▶ [What you should do]:
Give back exactly the line containing "Input: one rendered" together with all the lines after it, ending at the final line below.

+---+

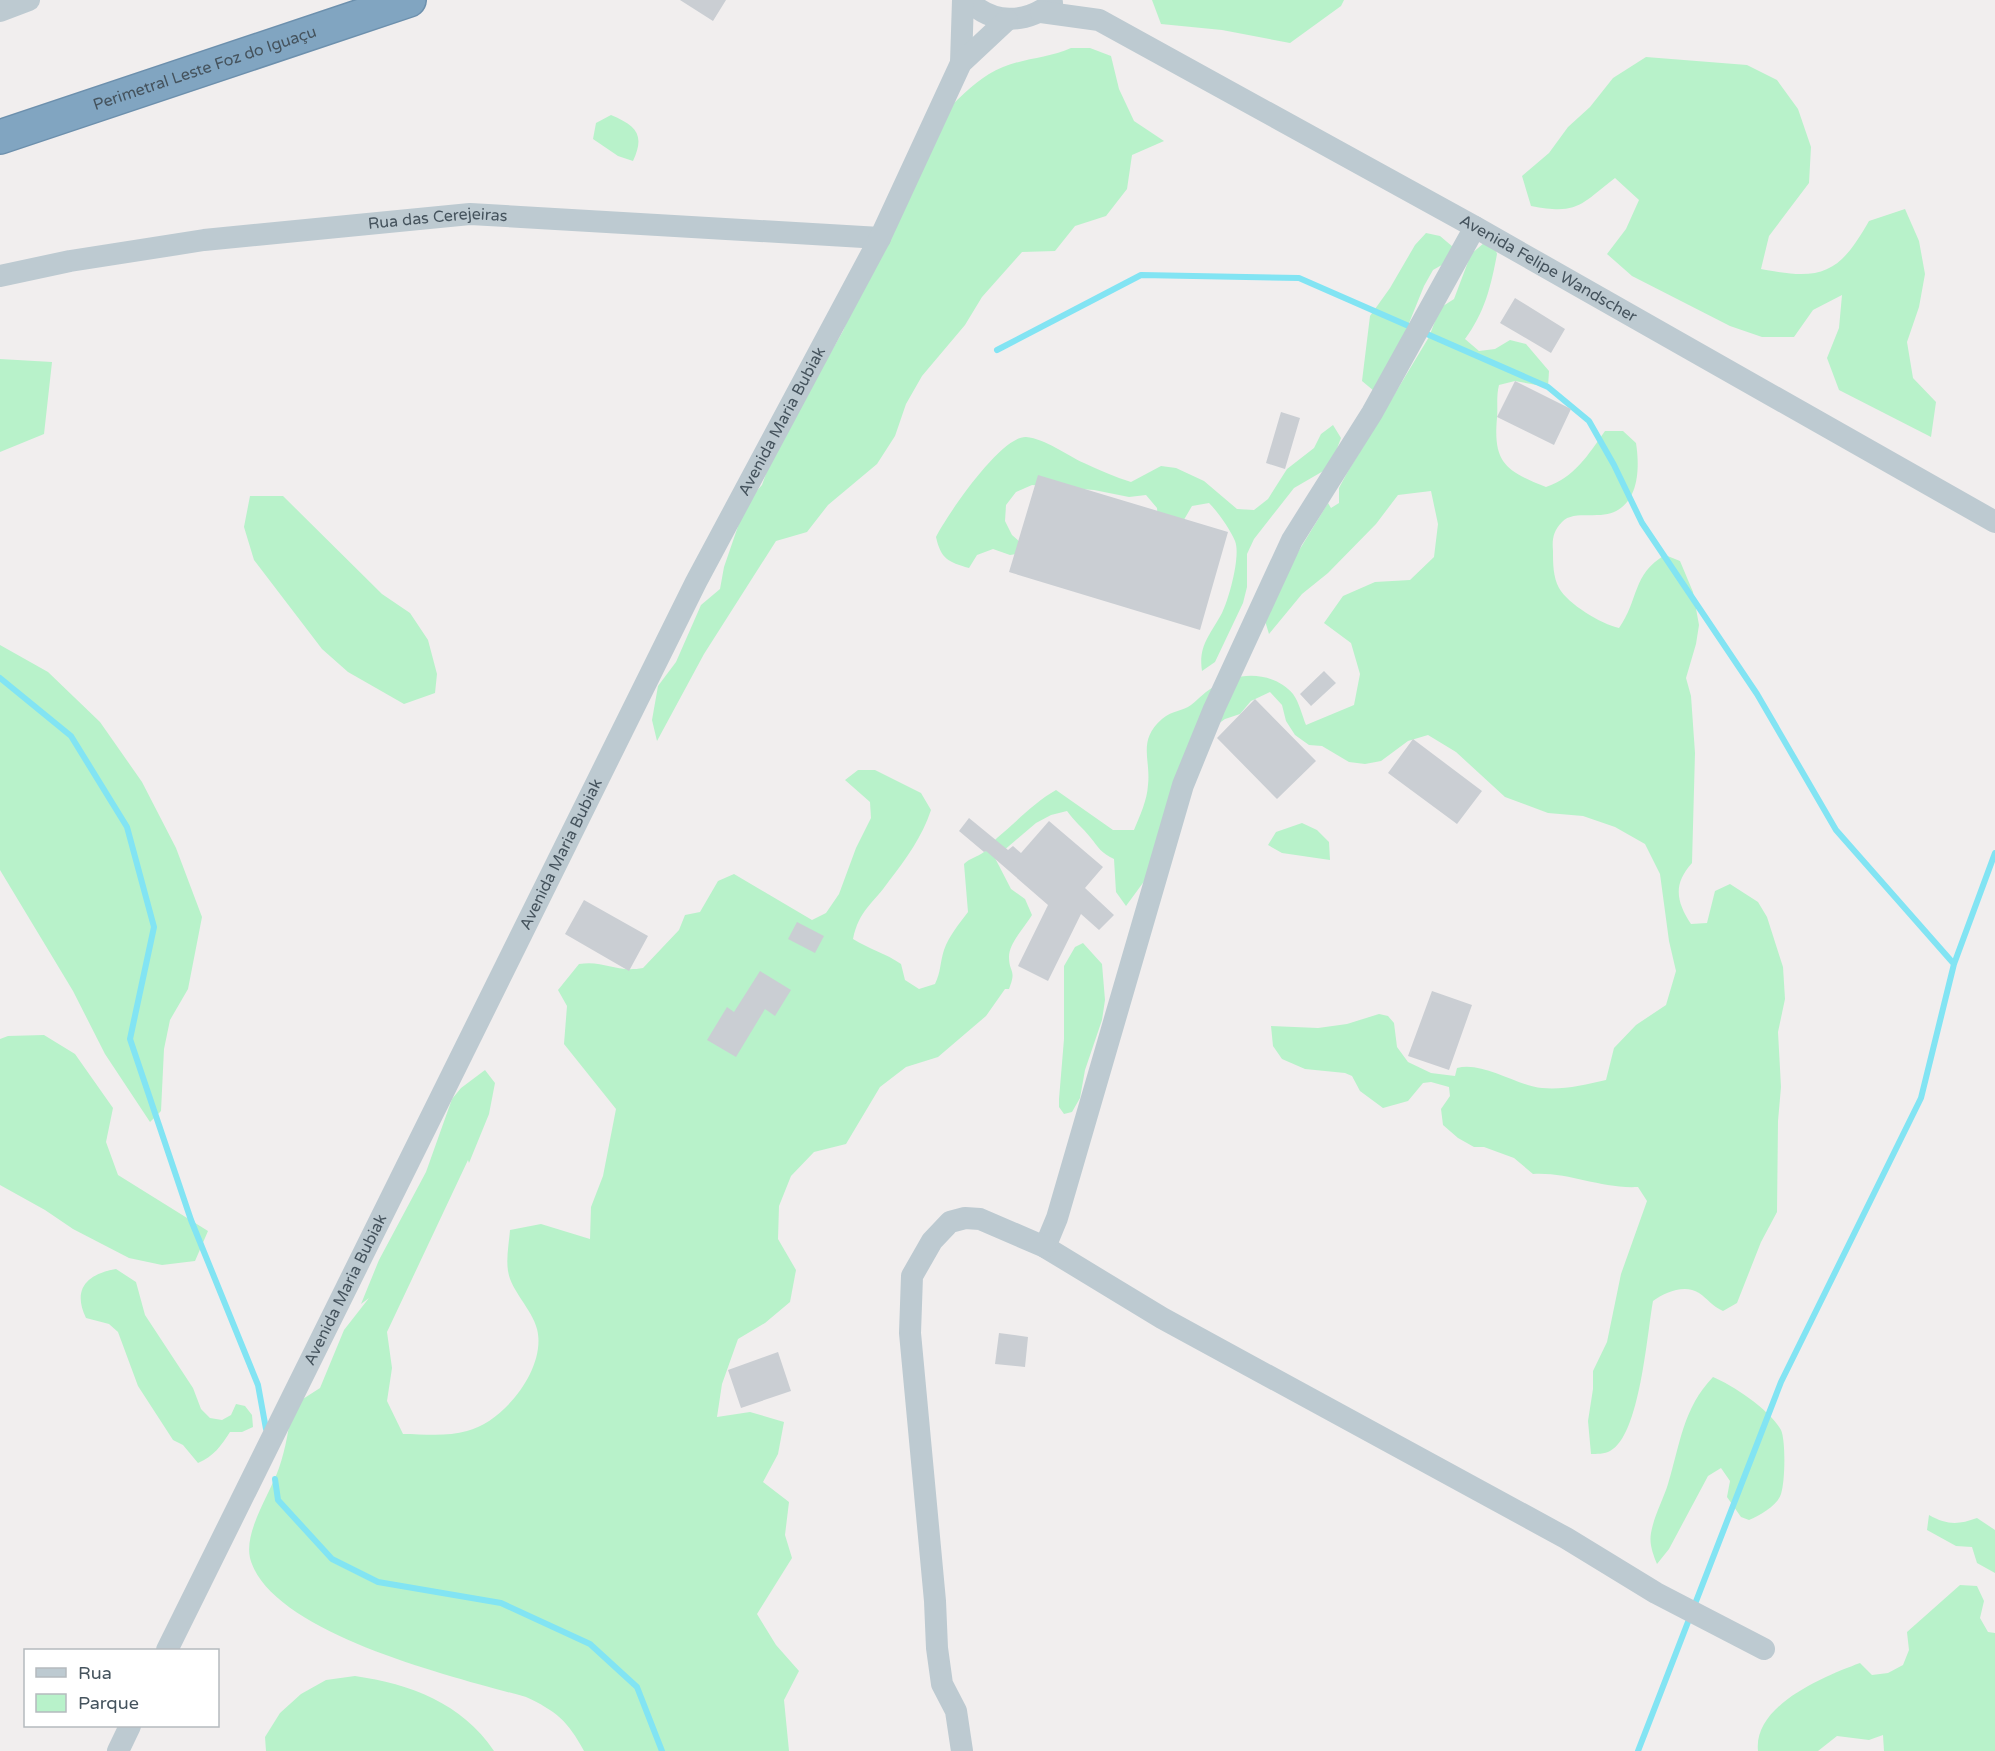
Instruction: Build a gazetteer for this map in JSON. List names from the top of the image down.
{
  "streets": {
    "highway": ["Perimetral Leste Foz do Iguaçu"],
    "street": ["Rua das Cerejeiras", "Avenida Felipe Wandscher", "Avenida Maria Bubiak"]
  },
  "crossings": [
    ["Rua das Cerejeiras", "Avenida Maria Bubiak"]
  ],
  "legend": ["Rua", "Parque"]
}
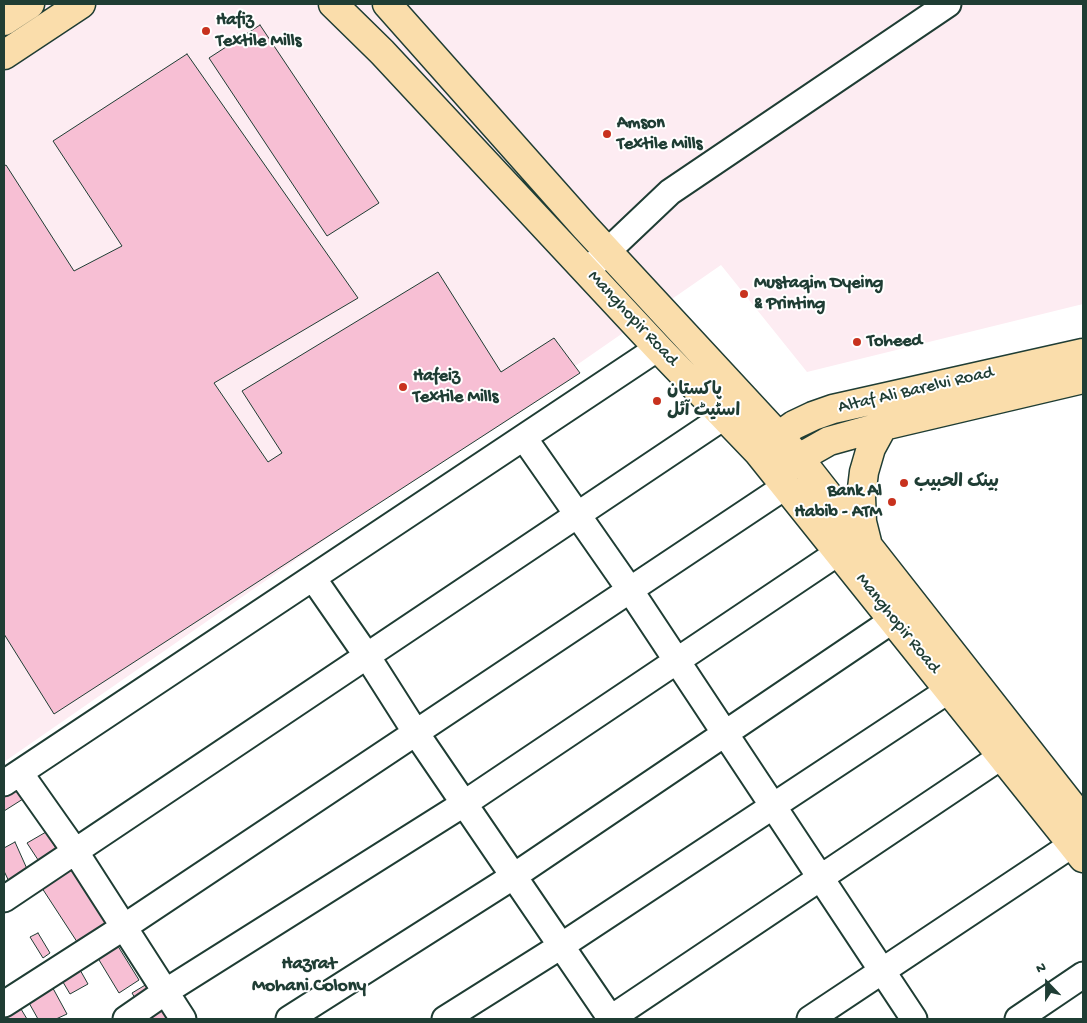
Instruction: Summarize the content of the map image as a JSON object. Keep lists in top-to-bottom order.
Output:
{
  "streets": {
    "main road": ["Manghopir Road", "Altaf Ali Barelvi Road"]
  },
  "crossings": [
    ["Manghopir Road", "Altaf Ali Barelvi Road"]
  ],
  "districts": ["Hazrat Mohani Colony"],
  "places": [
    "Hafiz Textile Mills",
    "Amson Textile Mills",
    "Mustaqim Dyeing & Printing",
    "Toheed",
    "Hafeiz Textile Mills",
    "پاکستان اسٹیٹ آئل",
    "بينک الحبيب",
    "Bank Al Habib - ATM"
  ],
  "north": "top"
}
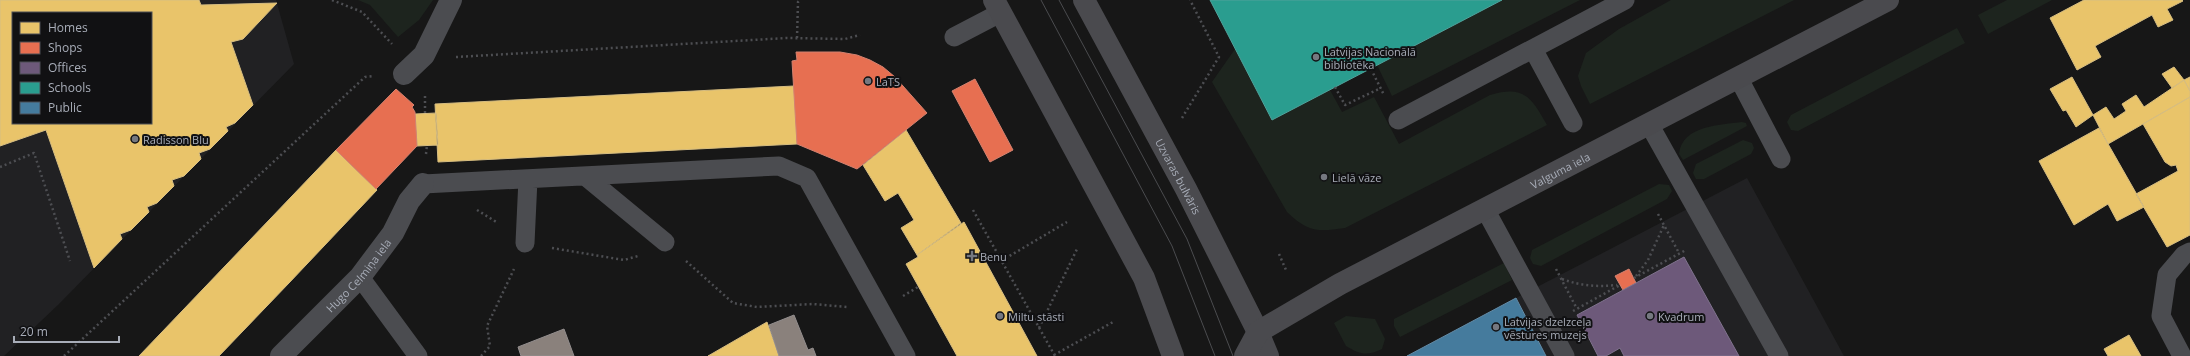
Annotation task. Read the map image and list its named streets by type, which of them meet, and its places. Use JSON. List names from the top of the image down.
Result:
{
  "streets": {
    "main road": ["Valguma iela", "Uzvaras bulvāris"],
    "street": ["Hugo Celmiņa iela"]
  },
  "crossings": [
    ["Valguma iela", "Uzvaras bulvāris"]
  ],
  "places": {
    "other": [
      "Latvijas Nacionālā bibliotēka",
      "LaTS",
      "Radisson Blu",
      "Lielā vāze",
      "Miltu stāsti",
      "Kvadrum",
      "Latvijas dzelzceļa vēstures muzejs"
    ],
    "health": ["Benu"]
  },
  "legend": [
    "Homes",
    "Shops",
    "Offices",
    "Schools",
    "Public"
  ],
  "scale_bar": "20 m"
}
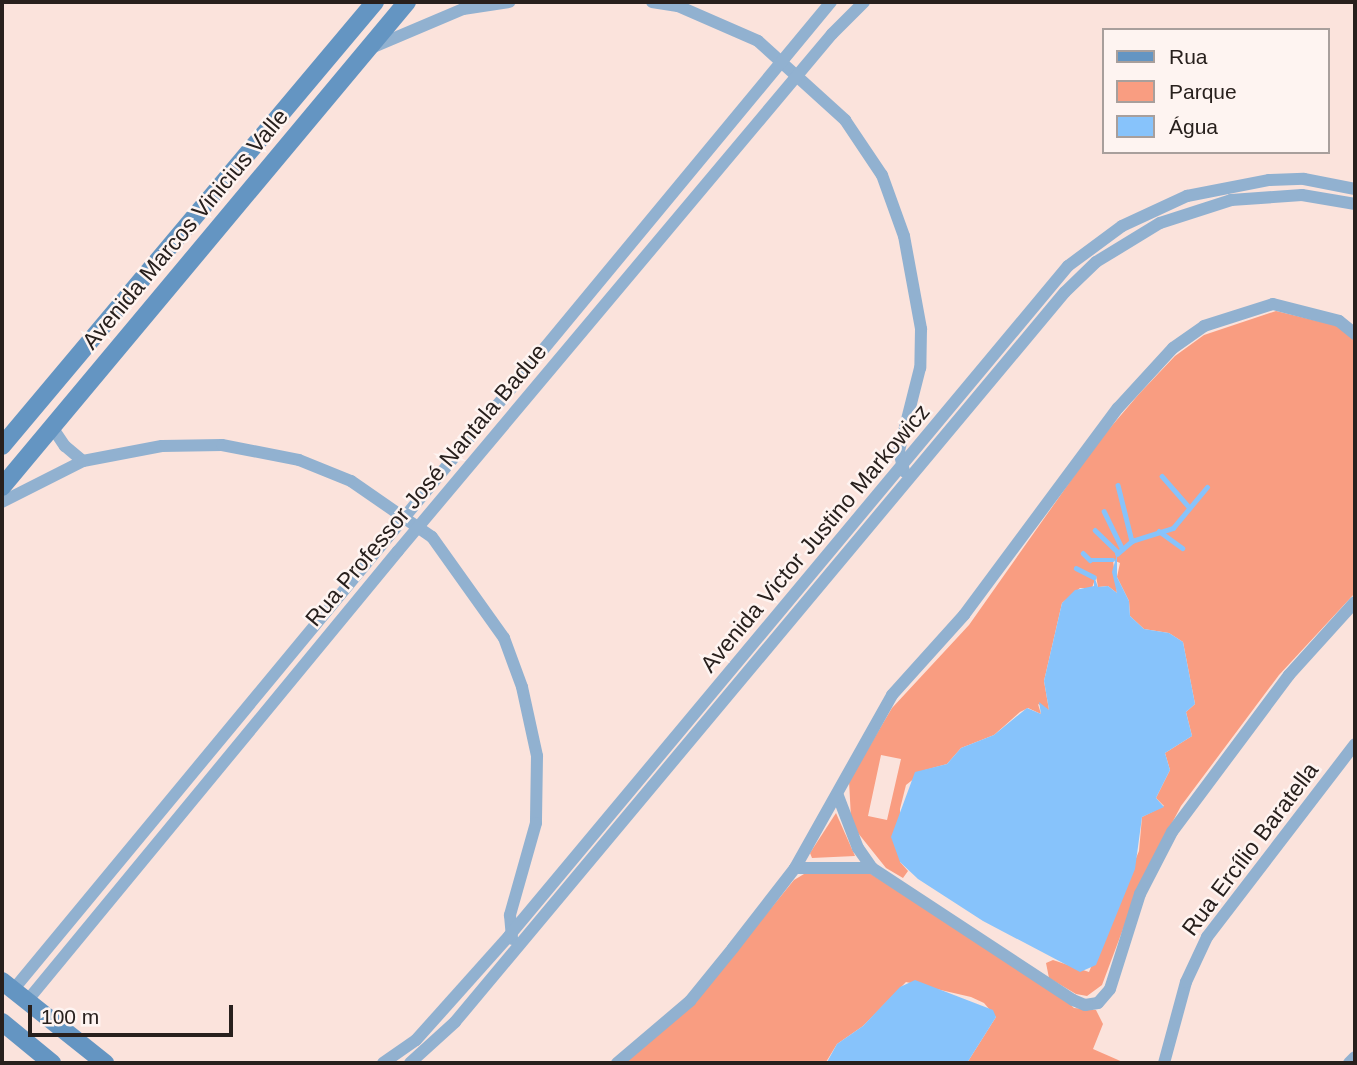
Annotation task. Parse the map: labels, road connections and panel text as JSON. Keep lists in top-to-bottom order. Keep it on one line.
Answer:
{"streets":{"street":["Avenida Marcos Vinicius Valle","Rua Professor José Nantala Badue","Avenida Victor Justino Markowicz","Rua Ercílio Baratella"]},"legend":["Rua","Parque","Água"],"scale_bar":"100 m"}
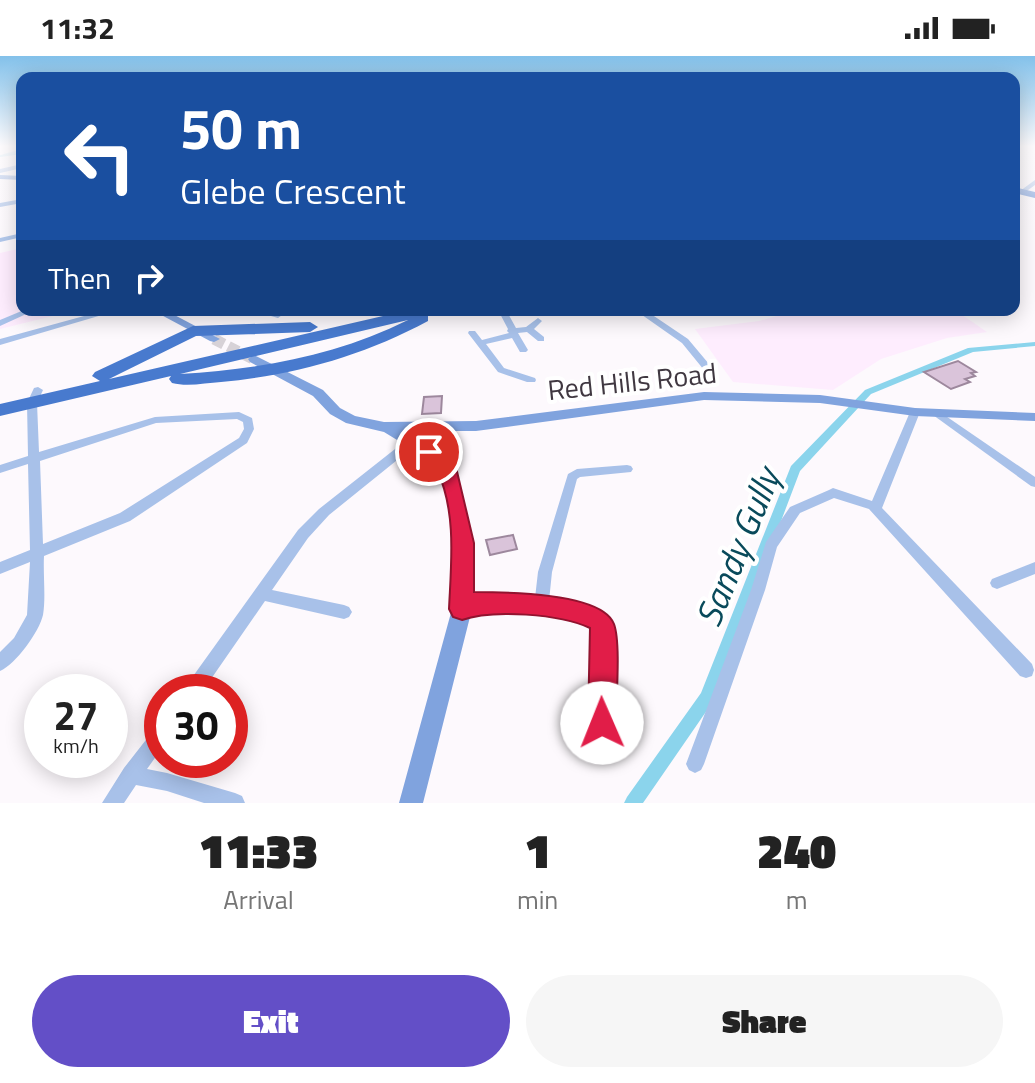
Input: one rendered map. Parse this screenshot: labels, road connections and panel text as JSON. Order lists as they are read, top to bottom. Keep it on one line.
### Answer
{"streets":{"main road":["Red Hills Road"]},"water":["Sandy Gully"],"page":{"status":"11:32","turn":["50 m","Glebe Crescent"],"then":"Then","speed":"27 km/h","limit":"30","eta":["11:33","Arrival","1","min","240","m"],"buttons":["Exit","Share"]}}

+---+

▶ [Result of this exercise]:
Input: one rendered map. Parse this screenshot: labels, road connections and panel text as JSON. Order lists as they are read, top to bottom. Keep it on one line.
### Answer
{"streets":{"main road":["Red Hills Road"]},"water":["Sandy Gully"],"page":{"status":"11:32","turn":["50 m","Glebe Crescent"],"then":"Then","speed":"27 km/h","limit":"30","eta":["11:33","Arrival","1","min","240","m"],"buttons":["Exit","Share"]}}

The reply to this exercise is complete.